8. DISCONTINUED OPERATIONS

 

On May 2, 2013, the Company, its wholly-owned subsidiary, Instilend Technologies Inc. ("Instilend") and Fortified Management Group, LLC ("Fortified") entered into an Asset Purchase Agreement (the "APA"), pursuant to which Instilend sold all of its assets, including its proprietary Matador, Locate Stock and LendEQS platforms, to Fortified in consideration of $3,000,000 (the "Purchase Price") consisting of 250,000 shares of common stock of the Company which were returned to the Company for cancellation in March of 2013, $2,500 per month commencing on the 90th day after the Closing Date which will be increased to $5,000 per month as of the 270th day following the Closing Date, a Secured Promissory Note in the principal amount of $1,250,000 (the "APA Note"), the assumption by Fortified from the Company of 5% Convertible Promissory Notes (the "Seller Notes") originally issued by the Company to Todd Tabacco, Derek Tabacco and Richard L'Insalata in the aggregate amount of $500,000 and additional monthly royalties of 5% after the payment of the $1,250,000 Secured Promissory Note up to $4,000,000 as set forth in Schedule 3 of the APA.

 

20
 

  

INVESTVIEW, INC.

NOTES TO UNAUDITED CONDENSED CONSOLIDATED FINANCIAL STATEMENTS

JUNE 30, 2014

 

In addition, $150,000 of the Purchase Price (the "Escrow Funds") were used towards the payment by the Company of certain tax liabilities owed by Instilend.

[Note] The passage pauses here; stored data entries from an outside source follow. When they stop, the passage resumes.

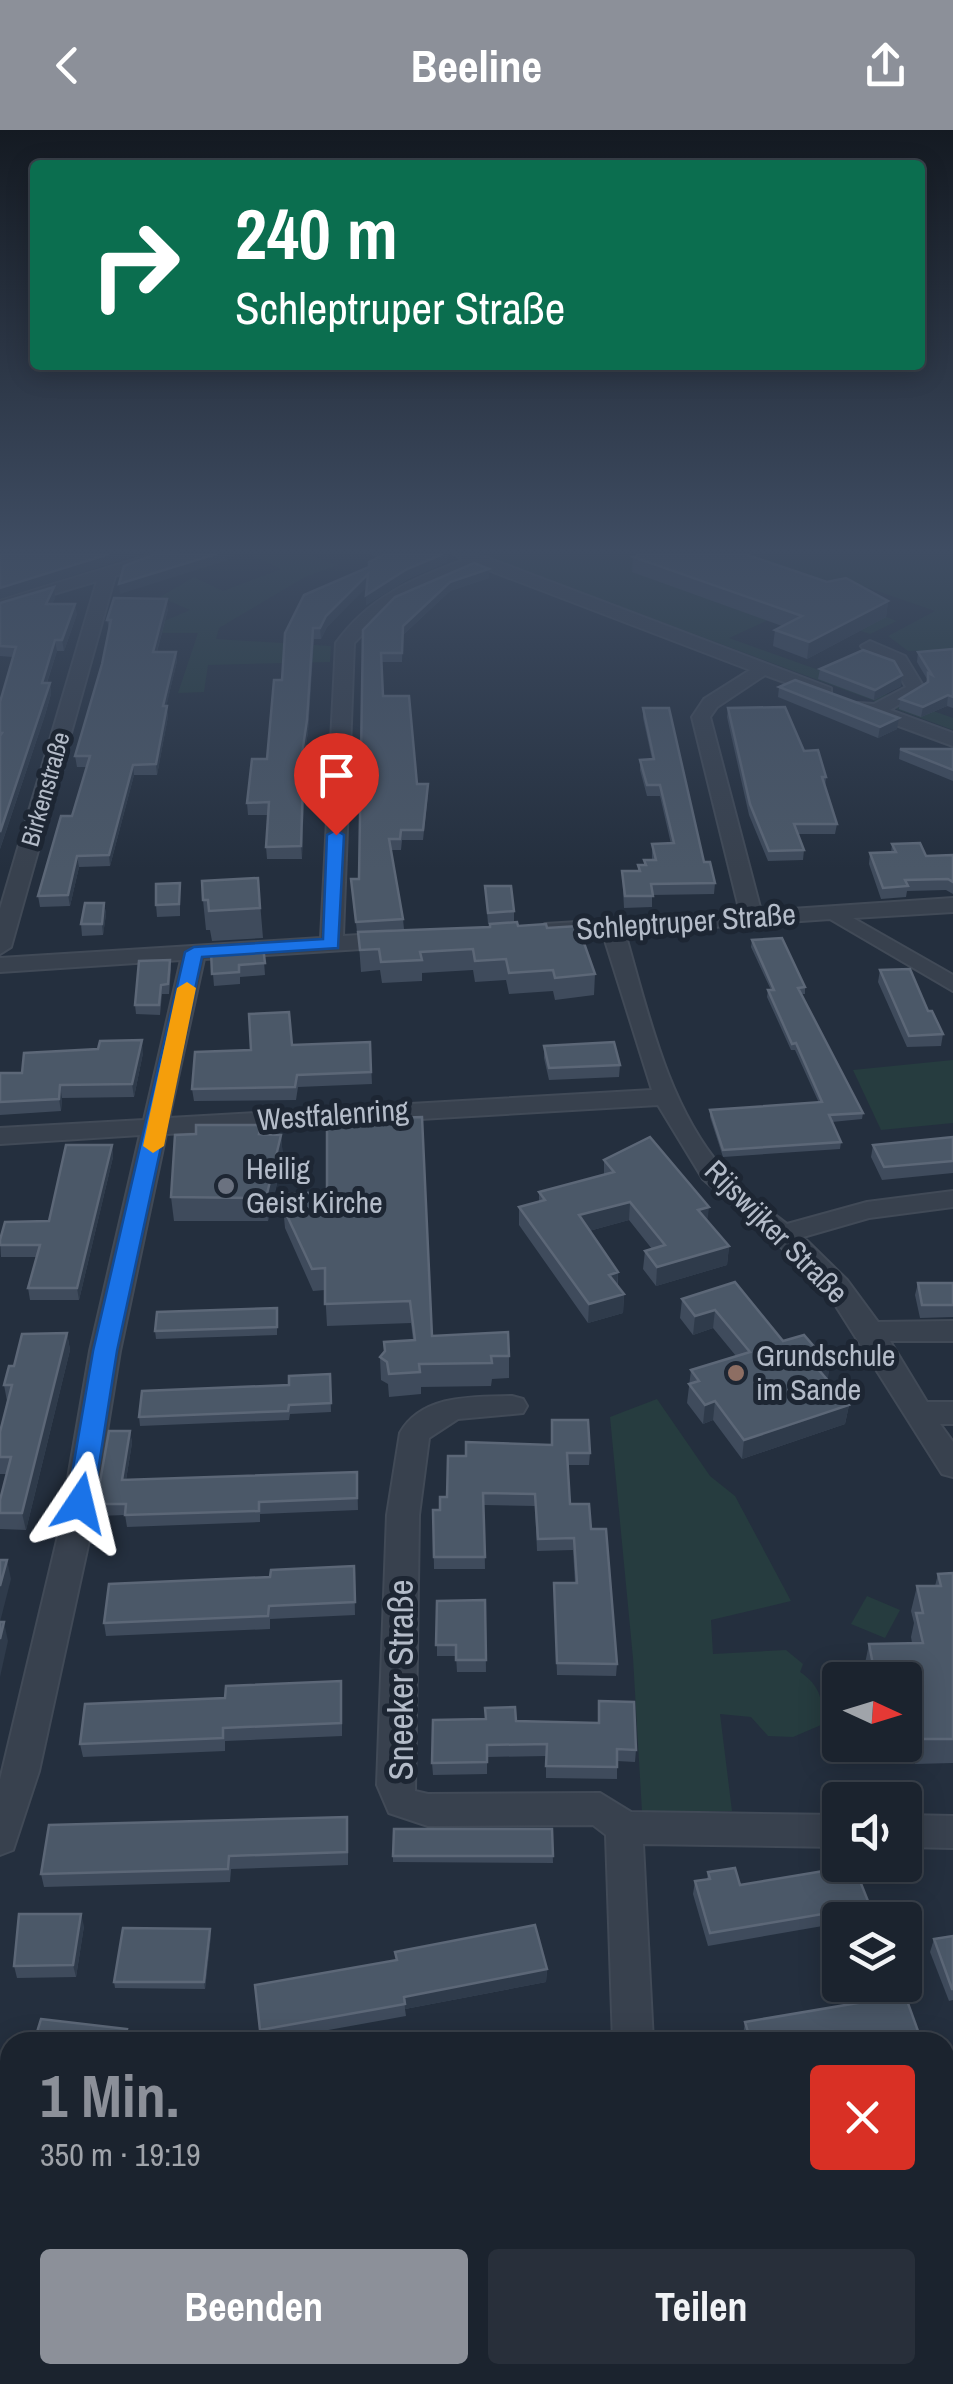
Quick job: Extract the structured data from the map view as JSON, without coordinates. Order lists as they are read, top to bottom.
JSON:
{
  "streets": {
    "street": [
      "Birkenstraße",
      "Schleptruper Straße",
      "Westfalenring",
      "Rijswijker Straße",
      "Sneeker Straße"
    ]
  },
  "crossings": [
    ["Schleptruper Straße", "Rijswijker Straße"],
    ["Westfalenring", "Rijswijker Straße"]
  ],
  "places": ["Heilig Geist Kirche", "Grundschule im Sande"],
  "north": "right",
  "page": {
    "header": "Beeline",
    "turn": ["240 m", "Schleptruper Straße"],
    "heading": ["1 Min.", "350 m · 19:19"],
    "buttons": ["Beenden", "Teilen"]
  }
}
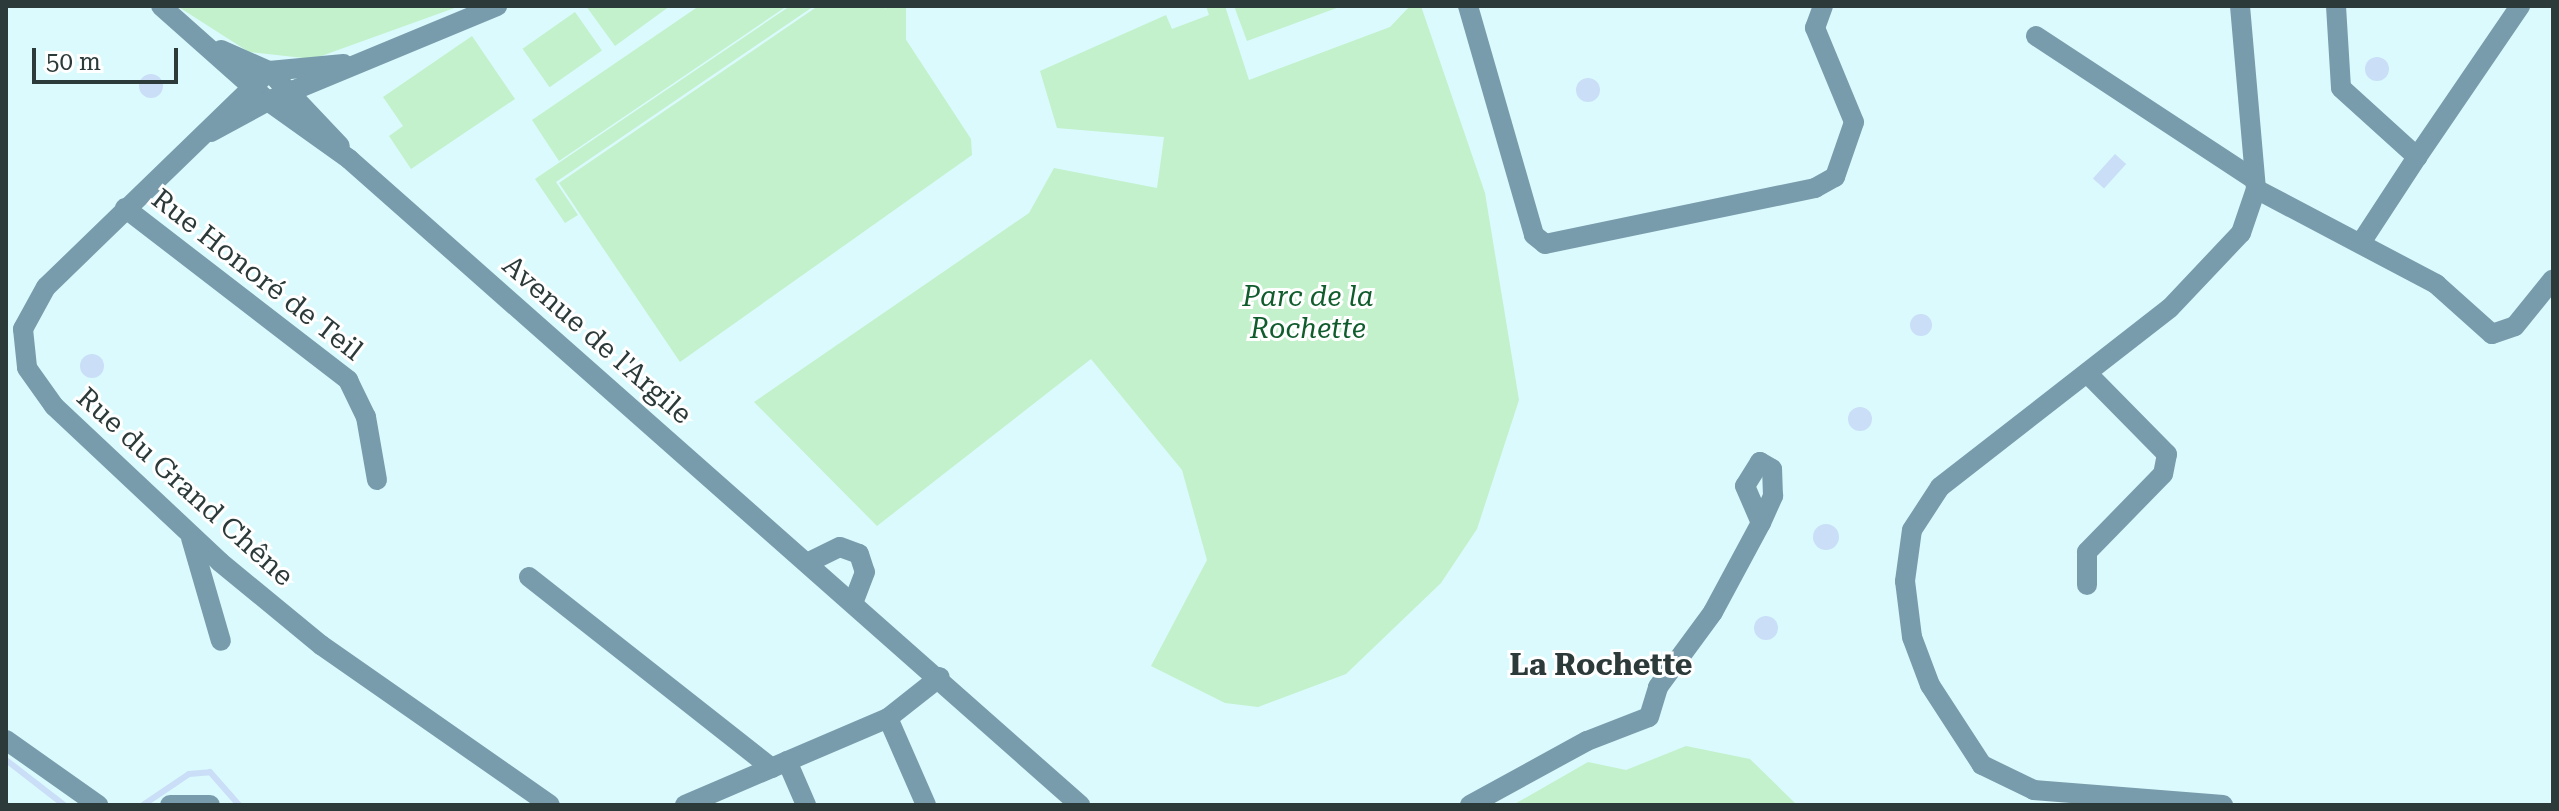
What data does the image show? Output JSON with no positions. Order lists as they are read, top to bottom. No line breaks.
{"streets":{"street":["Rue Honoré de Teil","Avenue de l'Argile","Rue du Grand Chêne"]},"crossings":[["Rue Honoré de Teil","Rue du Grand Chêne"],["Avenue de l'Argile","Rue du Grand Chêne"]],"districts":["La Rochette"],"parks":["Parc de la Rochette"],"scale_bar":"50 m"}
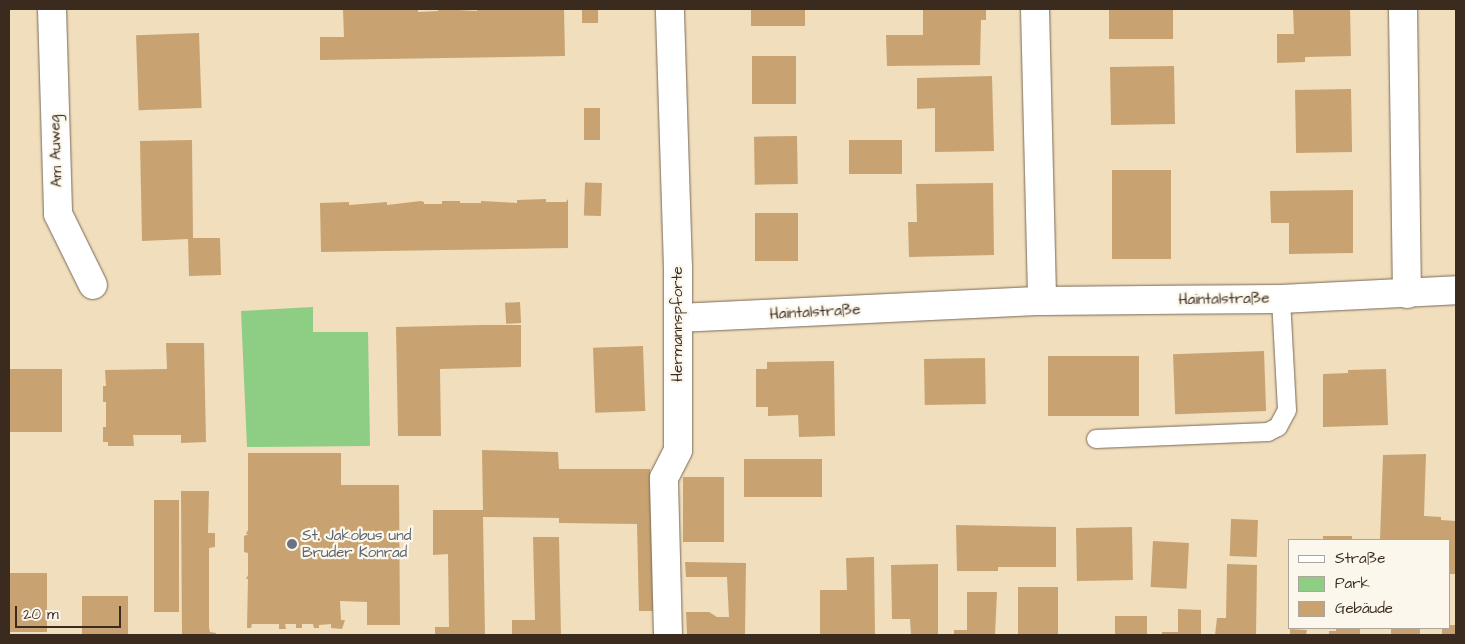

The Escrow Funds will be held in escrow until the Company has entered into settlement agreements with the relevant tax authorities, at which time the Company may authorize the Escrow Funds to be released for payment to the relevant tax authorities. In the event of a failure by the Company to make any payments in accordance with the terms of any such settlement agreements, the Company will issue shares of its common stock to Fortified equal to three times the unpaid amount of the remaining unpaid tax liabilities.

 

As a result of the sale of the operating assets relating to the stock loan business, management of the Company, as of the Closing Date, elected to impair the remaining assets in the business including the goodwill, customer list and covenants to not compete. The impaired assets were initially recorded as a result of the acquisition of Instilend.

 

The assets and liabilities of the discontinued operations as of June 30, 2014 and March 31, 2014 were as follows:

 

Assets:

 

   June 30,
2014
   March 31,
2014
 
Cash  $-   $- 
Accounts receivable   -    - 
Total current assets of discontinued operations  $-   $- 
           
Liabilities:          
Accounts payable  $354,166   $354,166 
Total current liabilities of discontinued operations  $354,166   $354,166 

 

The Results of Operations for the three months ended June 30, 2014 and 2013 are as follows:

 

   June 30,
2014
   June 30,
2013
 
Sales  $-   $15,868 
           
Operating costs:          
Selling, general and administrative   500    65,218 
Loss on disposal of assets   -    18,515 
Total operating costs   500    83,733 
    -      
Net loss before income tax benefit   (500)   (67,865)
Income tax benefit   -    250,000 
Loss  $(500)  $(317,865)

 

9. COMMITMENTS AND CONTINGENCIES

 

Litigation

 

On August 21, 2013, Evenflow Funding, LLC (“Evenflow”), a creditor of the Company due to the Company’s issuance of a promissory note dated January 20, 2009 for $200,000, filed a complaint against the Company, and certain officers that personally guaranteed the original note, in the Supreme Court of the State of New Jersey (the “Court”) for payment of the promissory note, accrued interest and penalties in aggregate of $931,521. The Company had been previously instructed by authorities not to make required payments due to legal issues previously facing Evenflow, LLC. However, the Company has accrued the aggregate of $413,973, as contract defined, and plans to vigorously defend its position.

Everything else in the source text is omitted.